The readings set for Morning Prayer recently have been from 2 Corinthians and I’ve been reminded afresh of the example of Paul and the Bible’s wisdom on holding things in tension, even as I struggle for certainty, clarity and stability.
 
‘But we have this treasure in jars of clay to show that this all-surpassing power is from God and not from us.  We are hard pressed on every side, but not crushed; perplexed but not in despair; persecuted, but not abandoned; struck down, but not destroyed.’ (NIV)
 
I’ve seen headlines referring to the 19th July as “freedom day” and others as “fear day”. It has been confirmed the legal restrictions are being lifted and yet with this certainty, there is so much uncertainty.
 
We are waiting for updated guidance from the government and Church of England, but in the meantime I wanted to share what we do know (not that much), what decisions have been taken (not that many) and just a few thoughts that I hope will help us as we seek to love Jesus, to serve and tell others, to be community in this next season.

  • We do not need to react as quickly to the easing of restrictions as when they were first introduced. Even when the legal restrictions change, we can take time to breathe, pray and reflect. As a team we are committed to not making panic decisions, but instead seeking to discern the right next step for our whole church community. We need to be realistic that we won’t have everything worked out by Sunday 25th July and I suspect there will be a lot of unanswered questions for some time yet.
  • We’re in a very wide variety of different places and have all had different experiences of the pandemic so far. We’re trying to listen and hear everyone’s voice and take decisions keeping in mind how we can be as together as we can be at this unsettling time, whilst recognising it’s likely some of us will want to be further ahead and some of us will feel left behind. This will be an uncomfortable time, I suspect, for each of us and we will each need to prioritise showing grace and walking slowly with one another.
  • We are going forward to somewhere new and it will take time for us to find our way. We don’t need to be afraid of not knowing exactly where we’re going and we need to acknowledge we are not picking up where we left off in March 2020.
  • We are committed to returning to two services, but we do not have the resources to do this before the end of September at the earliest and we would usually have a combined 10.30am service during August anyway. There will continue to be an 8am BCP Holy Communion service on the first Sunday of each month, including August, and a pre-recorded Holy Communion service is available here on each of the other Sundays.

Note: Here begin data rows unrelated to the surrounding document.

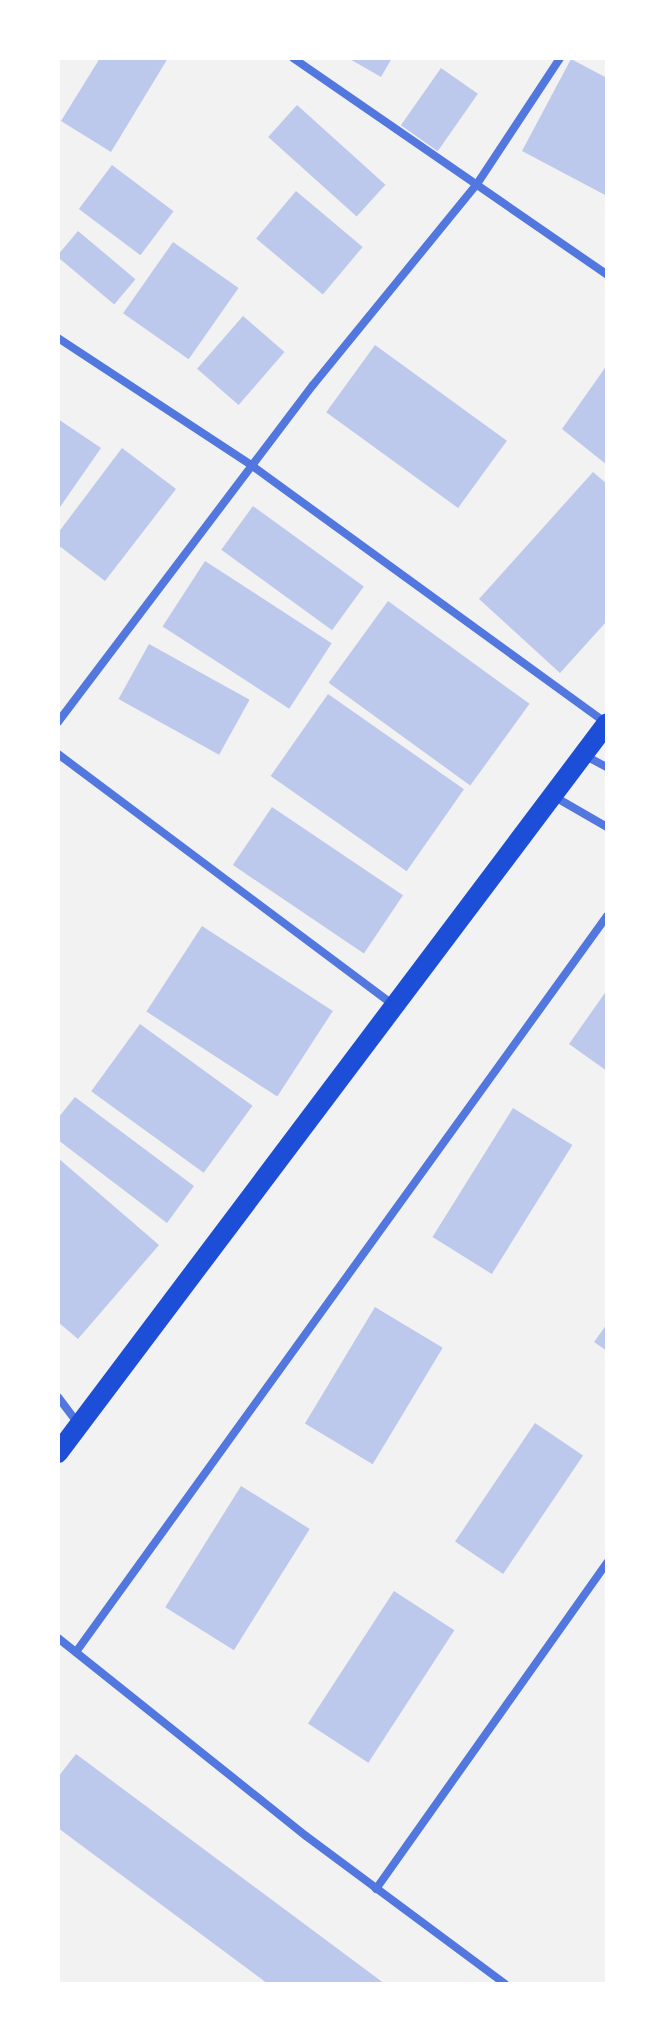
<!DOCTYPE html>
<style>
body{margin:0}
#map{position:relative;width:665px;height:2042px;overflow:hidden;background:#f2f2f2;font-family:Overpass,sans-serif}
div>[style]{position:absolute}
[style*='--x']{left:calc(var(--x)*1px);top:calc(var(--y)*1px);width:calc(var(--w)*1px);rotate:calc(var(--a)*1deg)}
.building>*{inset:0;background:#bdc9ec;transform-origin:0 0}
.minor>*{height:8px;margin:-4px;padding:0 4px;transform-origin:4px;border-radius:4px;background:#5277de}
.primary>*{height:20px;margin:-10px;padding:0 10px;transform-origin:10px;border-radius:10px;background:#1d4ed8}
span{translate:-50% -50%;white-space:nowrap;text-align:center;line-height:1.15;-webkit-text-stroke:8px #fff;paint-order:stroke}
.frame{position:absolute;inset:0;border:60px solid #fff;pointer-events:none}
</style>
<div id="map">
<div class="building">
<i style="clip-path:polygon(100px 58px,168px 58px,111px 152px,61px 121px)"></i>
<i style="clip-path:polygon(348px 58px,392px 58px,381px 77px)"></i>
<i style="clip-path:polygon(571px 59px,607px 78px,607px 196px,522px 151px)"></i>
<i style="left:441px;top:68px;width:45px;height:70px;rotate:35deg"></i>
<i style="left:297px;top:105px;width:119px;height:43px;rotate:42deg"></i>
<i style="left:112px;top:165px;width:77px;height:55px;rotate:37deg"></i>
<i style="left:296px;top:191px;width:87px;height:62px;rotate:40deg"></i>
<i style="left:78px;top:231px;width:75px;height:33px;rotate:40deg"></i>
<i style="left:173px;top:242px;width:80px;height:87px;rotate:35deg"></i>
<i style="left:243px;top:316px;width:55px;height:70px;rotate:41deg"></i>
<i style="left:375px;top:345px;width:163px;height:83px;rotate:36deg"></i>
<i style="clip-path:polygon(607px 365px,607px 465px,562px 429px)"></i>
<i style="clip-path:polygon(58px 419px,101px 448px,58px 510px)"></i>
<i style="clip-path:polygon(122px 448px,176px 489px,105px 581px,58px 545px,58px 533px)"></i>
<i style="clip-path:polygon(593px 472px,607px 484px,607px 621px,560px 673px,479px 599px)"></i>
<i style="left:253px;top:506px;width:137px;height:54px;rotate:36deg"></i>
<i style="left:205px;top:561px;width:151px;height:78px;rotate:33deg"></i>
<i style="left:388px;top:601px;width:175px;height:101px;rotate:36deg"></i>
<i style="left:149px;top:644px;width:115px;height:63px;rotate:29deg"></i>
<i style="left:328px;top:694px;width:166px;height:100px;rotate:35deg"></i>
<i style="left:272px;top:807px;width:158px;height:70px;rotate:34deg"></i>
<i style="left:202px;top:926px;width:156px;height:102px;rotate:33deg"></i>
<i style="clip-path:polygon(607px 990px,607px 1071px,569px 1044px)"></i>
<i style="left:140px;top:1024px;width:139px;height:83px;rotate:36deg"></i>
<i style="clip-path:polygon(75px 1097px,194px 1186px,167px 1223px,58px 1140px,58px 1118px)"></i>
<i style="left:513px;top:1108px;width:70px;height:152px;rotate:32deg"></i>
<i style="clip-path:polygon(58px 1158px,159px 1245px,78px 1339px,58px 1322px)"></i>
<i style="left:375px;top:1307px;width:79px;height:136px;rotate:31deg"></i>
<i style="clip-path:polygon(607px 1324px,607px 1351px,594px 1342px)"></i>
<i style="left:535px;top:1423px;width:58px;height:143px;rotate:34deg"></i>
<i style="left:241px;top:1486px;width:81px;height:143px;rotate:32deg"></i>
<i style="left:394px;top:1591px;width:72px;height:158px;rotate:33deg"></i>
<i style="clip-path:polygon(76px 1754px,385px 1984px,268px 1984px,58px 1828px,58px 1777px)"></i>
</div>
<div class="minor">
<i style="--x:293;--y:58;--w:382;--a:34.6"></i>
<i style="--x:58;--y:338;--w:231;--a:33.3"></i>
<i style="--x:251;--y:465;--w:439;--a:36"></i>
<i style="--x:58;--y:722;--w:423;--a:-52.9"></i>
<i style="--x:313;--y:385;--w:259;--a:-50.8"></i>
<i style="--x:477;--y:184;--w:151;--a:-56.6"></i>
<i style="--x:58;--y:754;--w:419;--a:36.8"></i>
<i style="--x:584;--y:755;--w:26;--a:28"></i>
<i style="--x:555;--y:797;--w:60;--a:30"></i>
<i style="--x:58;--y:1397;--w:34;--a:53"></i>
<i style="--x:58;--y:1638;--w:317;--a:38.6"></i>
<i style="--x:306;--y:1836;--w:248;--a:36.6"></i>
<i style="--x:76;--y:1652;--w:908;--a:-54.19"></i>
<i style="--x:376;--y:1889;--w:400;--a:-54.7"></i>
</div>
<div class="primary">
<i style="--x:58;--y:1453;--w:913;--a:-53.05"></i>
</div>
<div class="frame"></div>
</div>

  • Even with the lifting of legal restrictions, we will still need to listen to any guidance and we do not necessarily have the volunteers to restart ministries exactly as they were pre-pandemic. We will also need to be mindful of track and trace, where any volunteer or member of staff could suddenly be required to self-isolate.
  • Many of us were greatly blessed by the live songs we had during last Sunday’s service and we will continue to gradually introduce live music over the next couple of months. We do not yet know what the guidance will be on returning to singing. If this does become possible, we will be taking a cautious approach.
  • We will be asking that, unless exempt, even after 19th July, you continue to wear a mask in the church building and to have conversations outside as much as possible.
  • We are waiting for the guidance from the Church of England, but we are anticipating we will increase the number of chairs in the worship area from the beginning of August. Any changes to the layout of seating will be accompanied by the introduction of “please leave space” cards to help us to let others know whether we would like to sit distanced or whether we would welcome someone sitting next to us. At this point, we envisage that booking will no longer be required, but, as with any decision at this time, we may need to revisit this if the situation changes.

 
Please do get in touch with any member of the team if you have any concerns or questions. As a colleague helpfully commented last week, our “social muscle” has weakened and so we will all need to be looking out for, helping, and supporting one another at this time.
 
But let’s remember that we, every single one of us, have ‘treasure in jars of clay’ and ask for the help of the ‘all-surpassing power of God’ to enable us to live well in this liminal space.  It may be a confused and uncertain space, but it can also be a holy space.